RECORDS TO PROCESS ▸
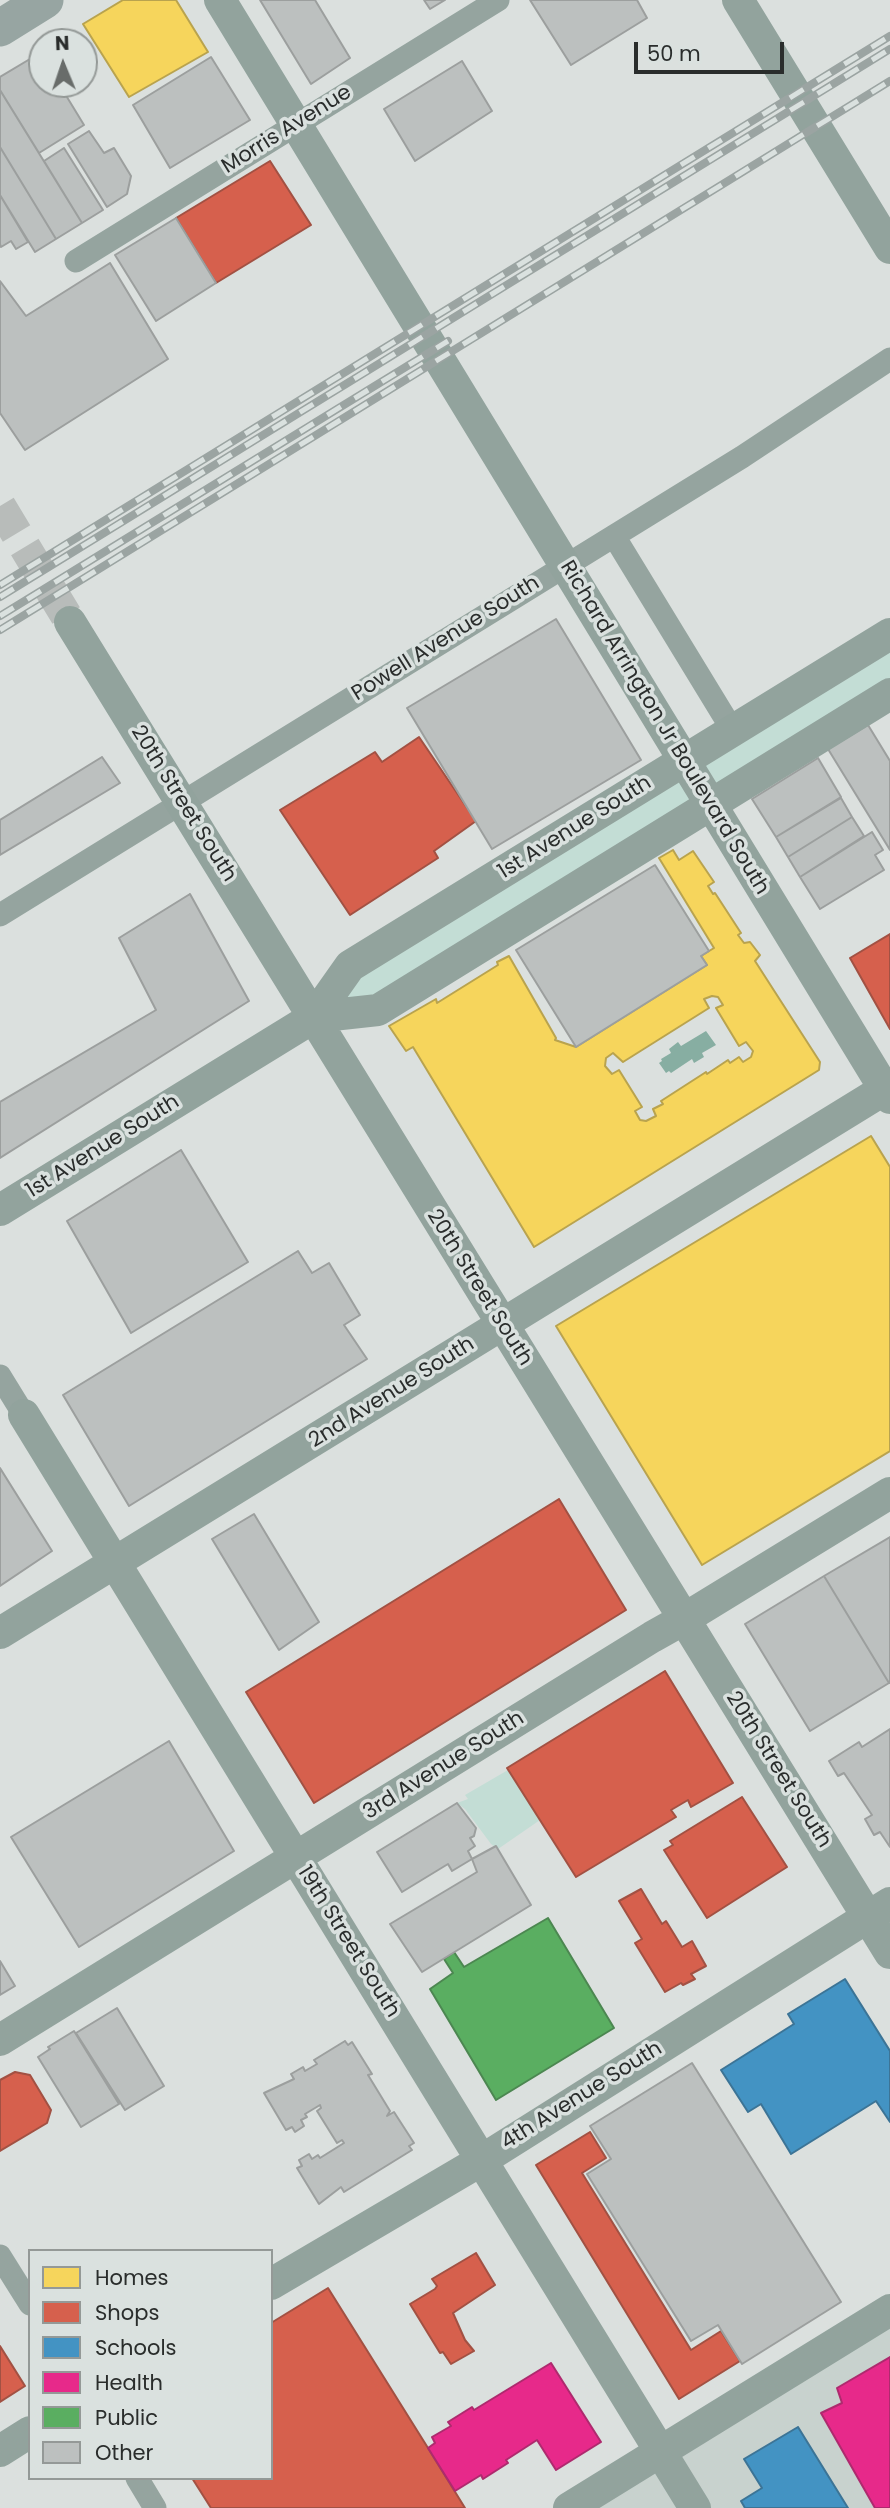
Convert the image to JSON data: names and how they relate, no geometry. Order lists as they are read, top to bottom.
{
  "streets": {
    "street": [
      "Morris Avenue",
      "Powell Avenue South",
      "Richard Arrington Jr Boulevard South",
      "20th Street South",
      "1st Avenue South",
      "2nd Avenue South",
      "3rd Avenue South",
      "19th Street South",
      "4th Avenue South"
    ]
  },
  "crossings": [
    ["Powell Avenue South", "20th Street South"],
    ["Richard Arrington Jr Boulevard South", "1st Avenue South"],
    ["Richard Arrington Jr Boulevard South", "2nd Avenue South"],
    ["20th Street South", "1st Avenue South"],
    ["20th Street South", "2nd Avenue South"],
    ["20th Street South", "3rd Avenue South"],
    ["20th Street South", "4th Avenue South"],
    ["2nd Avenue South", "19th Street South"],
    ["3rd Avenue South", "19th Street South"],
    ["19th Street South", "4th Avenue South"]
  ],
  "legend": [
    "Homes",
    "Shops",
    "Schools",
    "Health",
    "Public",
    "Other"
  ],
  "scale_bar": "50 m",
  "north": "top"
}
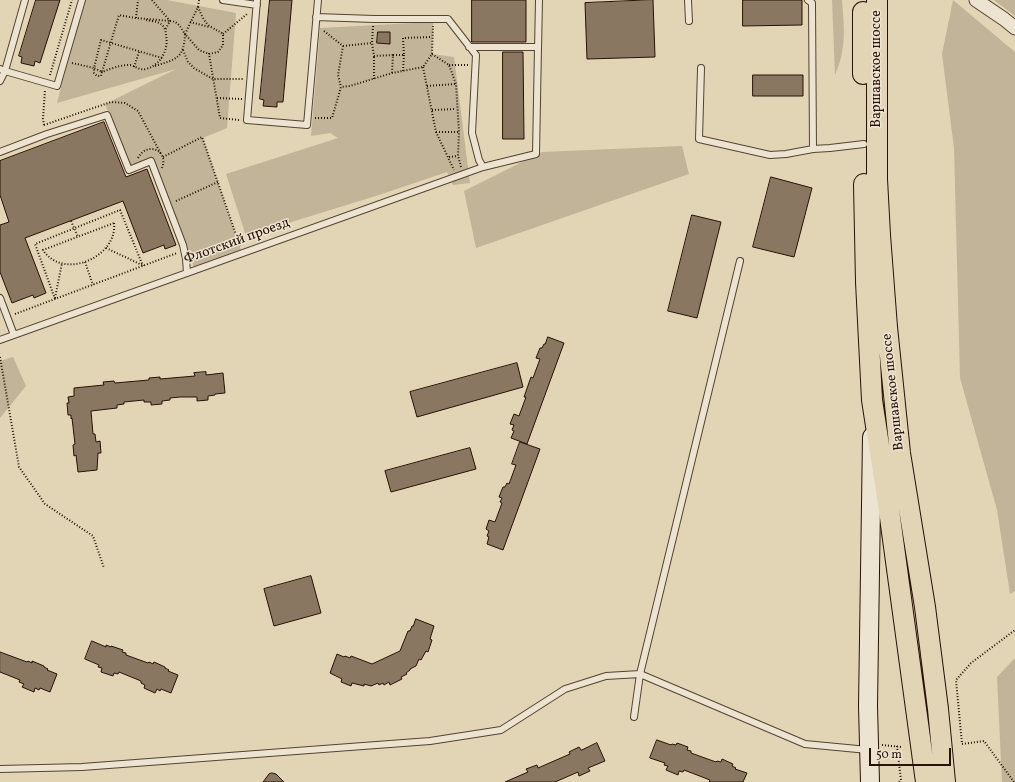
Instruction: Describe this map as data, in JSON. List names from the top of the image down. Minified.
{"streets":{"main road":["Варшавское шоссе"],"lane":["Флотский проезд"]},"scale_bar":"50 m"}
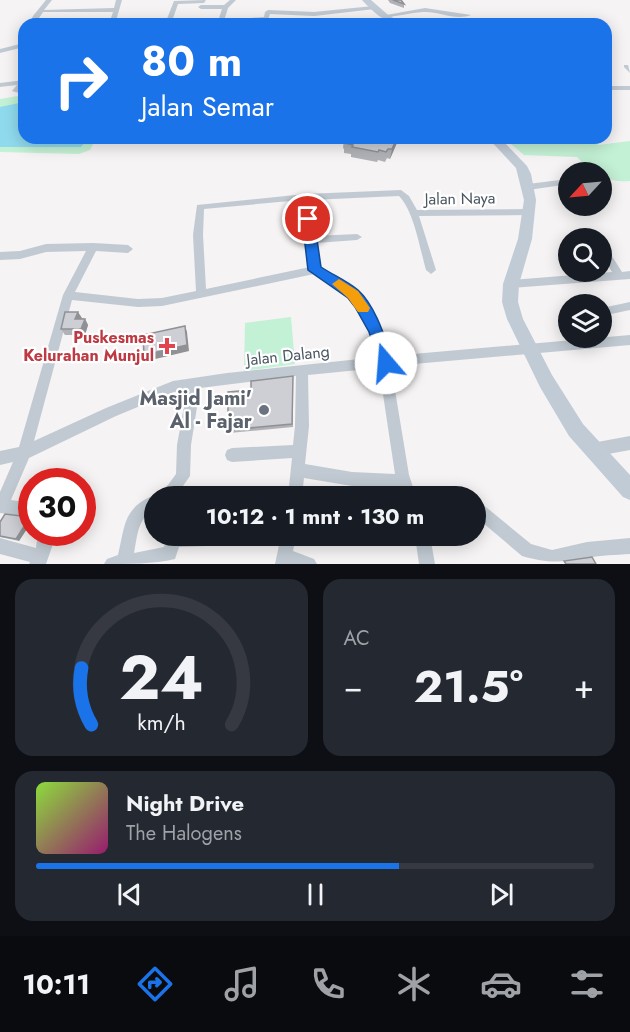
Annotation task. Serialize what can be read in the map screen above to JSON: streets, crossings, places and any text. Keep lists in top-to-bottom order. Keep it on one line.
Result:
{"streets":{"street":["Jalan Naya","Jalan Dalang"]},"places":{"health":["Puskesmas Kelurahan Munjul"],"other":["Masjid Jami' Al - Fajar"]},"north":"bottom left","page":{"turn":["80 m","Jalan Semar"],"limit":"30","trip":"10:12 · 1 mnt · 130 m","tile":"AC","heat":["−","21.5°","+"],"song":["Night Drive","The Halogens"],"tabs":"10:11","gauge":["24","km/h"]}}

AIM OF THE TASK ▸ With the pictures removed from your copy, retype the lines above from the one that contains "Instruction: Describe this" through the one that contains "Annotation task. Serialize", exactly.

WRITTEN REPLY ▸
Instruction: Describe this map as data, in JSON. List names from the top of the image down. Minified.
{"streets":{"main road":["Варшавское шоссе"],"lane":["Флотский проезд"]},"scale_bar":"50 m"}
Annotation task. Serialize what can be read in the map screen above to JSON: streets, crossings, places and any text. Keep lists in top-to-bottom order. Keep it on one line.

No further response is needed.